== Your assignment ==
When you print the material, keep every line identical to the original.

== Exercise material ==
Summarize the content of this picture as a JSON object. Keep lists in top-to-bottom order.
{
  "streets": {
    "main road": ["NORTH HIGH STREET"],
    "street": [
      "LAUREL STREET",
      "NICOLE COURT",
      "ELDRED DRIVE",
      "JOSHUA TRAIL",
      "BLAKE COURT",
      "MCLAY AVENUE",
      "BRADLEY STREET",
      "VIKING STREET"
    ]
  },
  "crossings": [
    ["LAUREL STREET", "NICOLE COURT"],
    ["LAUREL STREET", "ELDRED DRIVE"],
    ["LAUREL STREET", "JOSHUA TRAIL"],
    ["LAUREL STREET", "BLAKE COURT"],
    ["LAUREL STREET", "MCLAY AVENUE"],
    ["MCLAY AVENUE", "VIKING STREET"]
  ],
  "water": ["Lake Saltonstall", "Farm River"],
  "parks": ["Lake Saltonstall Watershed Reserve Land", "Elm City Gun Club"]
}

== Finished task ==
Summarize the content of this picture as a JSON object. Keep lists in top-to-bottom order.
{
  "streets": {
    "main road": ["NORTH HIGH STREET"],
    "street": [
      "LAUREL STREET",
      "NICOLE COURT",
      "ELDRED DRIVE",
      "JOSHUA TRAIL",
      "BLAKE COURT",
      "MCLAY AVENUE",
      "BRADLEY STREET",
      "VIKING STREET"
    ]
  },
  "crossings": [
    ["LAUREL STREET", "NICOLE COURT"],
    ["LAUREL STREET", "ELDRED DRIVE"],
    ["LAUREL STREET", "JOSHUA TRAIL"],
    ["LAUREL STREET", "BLAKE COURT"],
    ["LAUREL STREET", "MCLAY AVENUE"],
    ["MCLAY AVENUE", "VIKING STREET"]
  ],
  "water": ["Lake Saltonstall", "Farm River"],
  "parks": ["Lake Saltonstall Watershed Reserve Land", "Elm City Gun Club"]
}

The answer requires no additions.